Impact of Frying on Fatty Acid Profile and Rheological Behaviour of Some Vegetable Oils
- *Corresponding Author:
- Dr. Ashraf M. Sharoba
Food Science Department
Moshtohor Faculty of Agriculture
Benha University, Egypt
Tel: (20) 002 012 21463079
Fax: (20) 002 0132467786
E-mail: [email protected]
Received date: May 30, 2012; Accepted date: July 06, 2012; Published date: July 10, 2012
Citation: Sharoba AM, Ramadan MF (2012) Impact of Frying on Fatty Acid Profile and Rheological Behaviour of Some Vegetable Oils. J Food Process Technol 3:161. doi: 10.4172/2157-7110.1000161
Copyright: © 2013 Jung YG. This is an open-access article distributed under the terms of the Creative Commons Attribution License, which permits unrestricted use, distribution, and reproduction in any medium, provided the original author and source are credited.

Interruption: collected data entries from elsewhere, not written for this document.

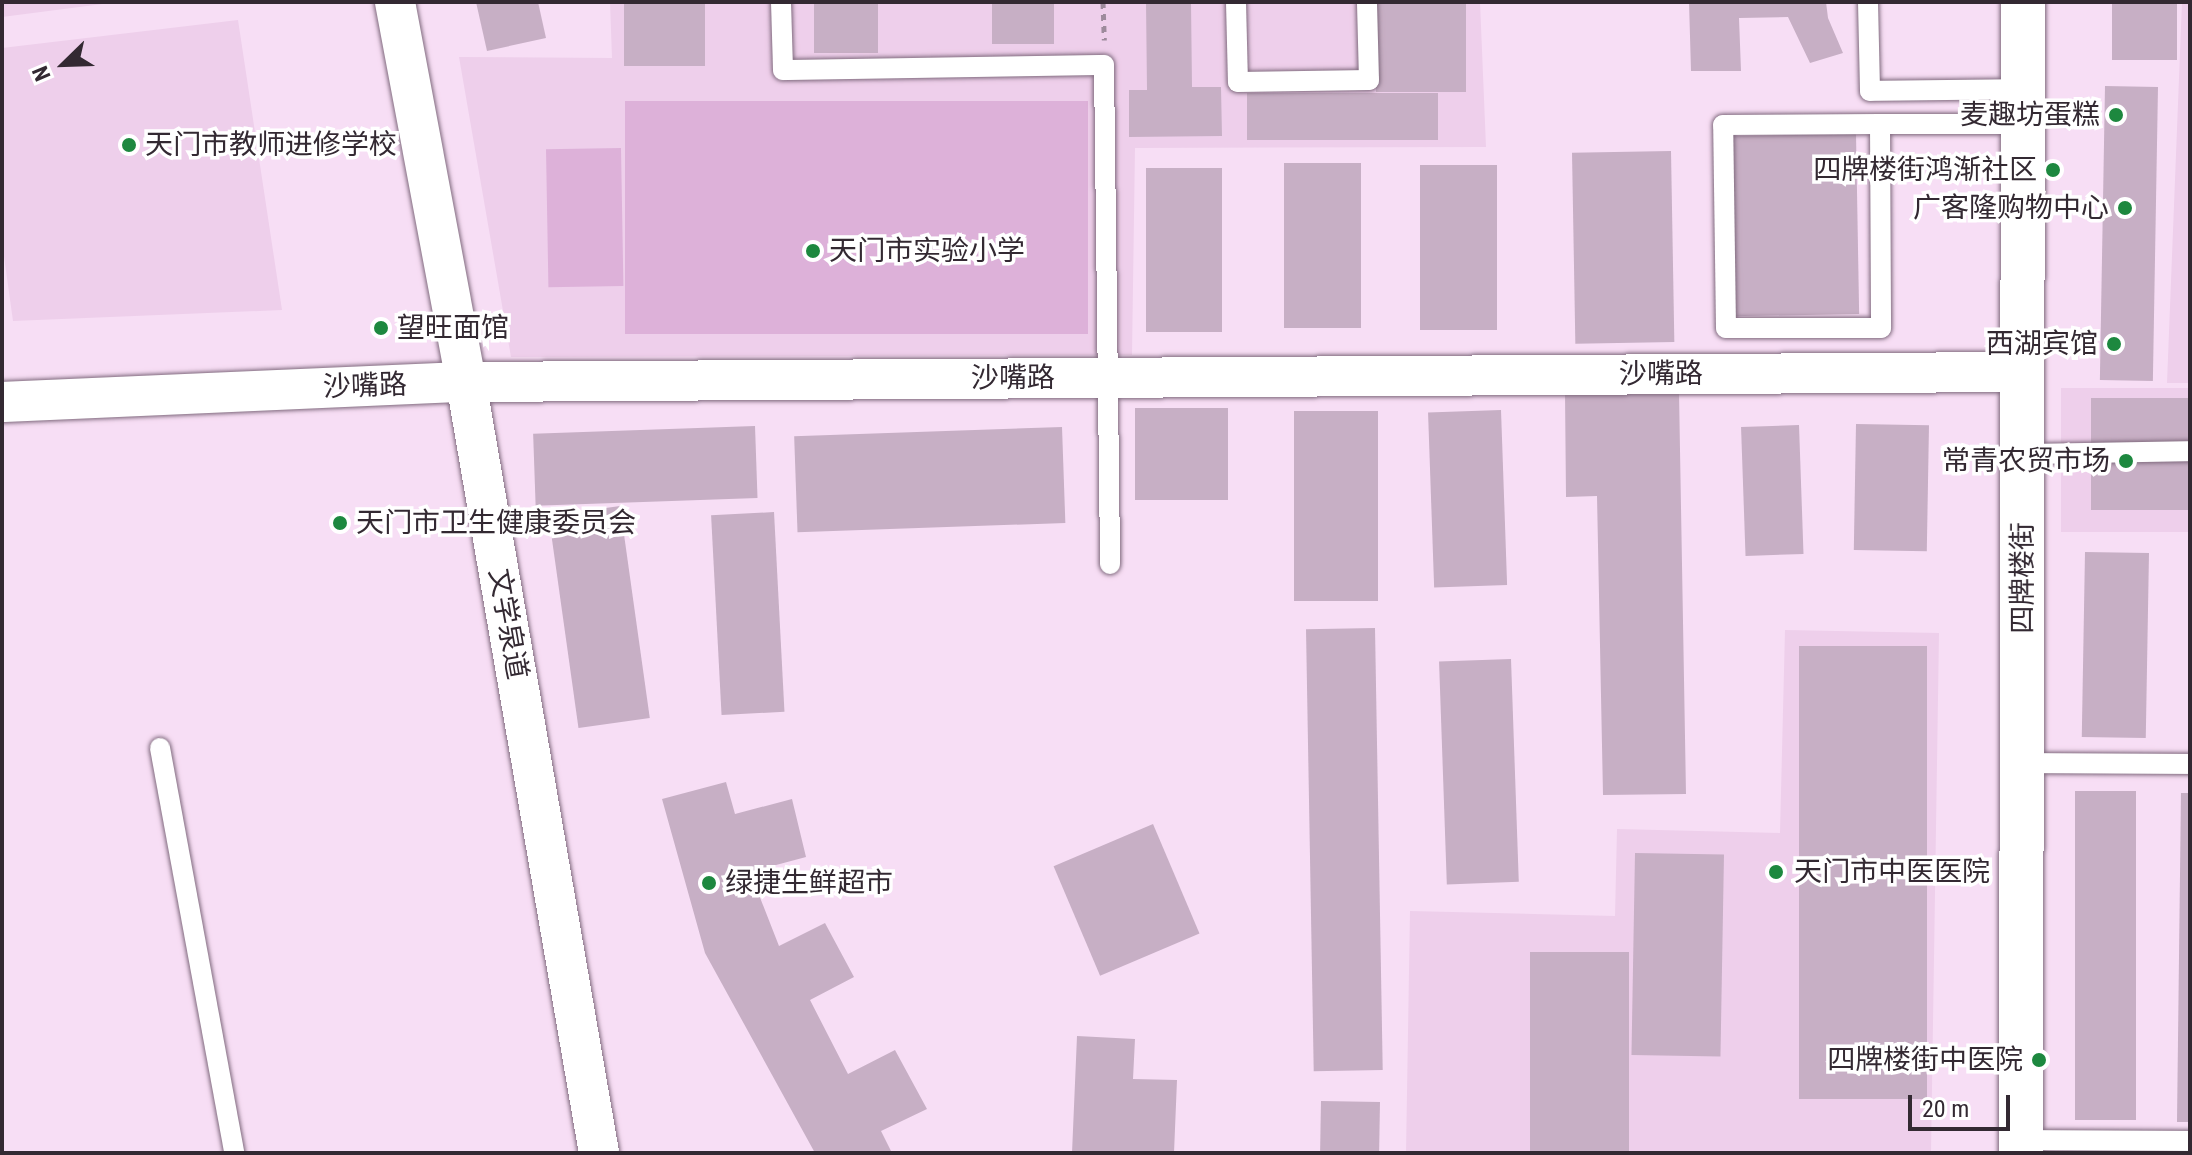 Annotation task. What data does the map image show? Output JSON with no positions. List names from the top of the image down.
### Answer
{
  "streets": {
    "street": ["沙嘴路", "四牌楼街", "文学泉道"]
  },
  "crossings": [
    ["沙嘴路", "四牌楼街"],
    ["沙嘴路", "文学泉道"]
  ],
  "places": [
    "麦趣坊蛋糕",
    "天门市教师进修学校",
    "四牌楼街鸿渐社区",
    "广客隆购物中心",
    "天门市实验小学",
    "望旺面馆",
    "西湖宾馆",
    "常青农贸市场",
    "天门市卫生健康委员会",
    "天门市中医医院",
    "绿捷生鲜超市",
    "四牌楼街中医院"
  ],
  "scale_bar": "20 m",
  "north": "bottom left"
}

Rheological properties and fatty acid profile of sunflower oil (SO), cottonseed oil (CO) and palm olein (PO) during deep frying for 4, 8, 12 and 16 h were investigated. In the different systems, linoleic acid decreased while palmitic, stearic and oleic acids increased in the bath oil upon frying. The shear stress versus shear rate data was fitted to Newtonian, Bingham and Herschel-Bulkley rheological models. The flow behavior of fresh and used SO, CO and PO was measured at 25°C. All samples at zero time of frying (fresh oil) showed Newtonian behavior with correlation coefficients greater than 0.99 at 25°C and slight non-Newtonian behavior after 4, 8, 12 and 16 h of frying. Palm olein showed higher increase in viscosity in comparison to CO and SO. Rheological parameters of vegetables oils showed great changes, wherein the highest change in viscosity was recorded after 16 h of frying. Palm olein had higher flow behavior parameters than SO and CO. The increase in frying time caused an increase in K, ηB, τ0HB, τ0B, and η values, while the n values decreased with increasing the frying time. The viscosities of the vegetable oils were plotted against either C18:1 or C18:2 and there were highly positive correlations between them (R2 = 0.99). The temperature dependence of viscosity was studied by using the Arrhenius relationship and the activation energy indicates the sensitivity of the viscosity to the temperature change. The rheological parameters and viscosity measurements can provide a good overall estimate of frying oil quality.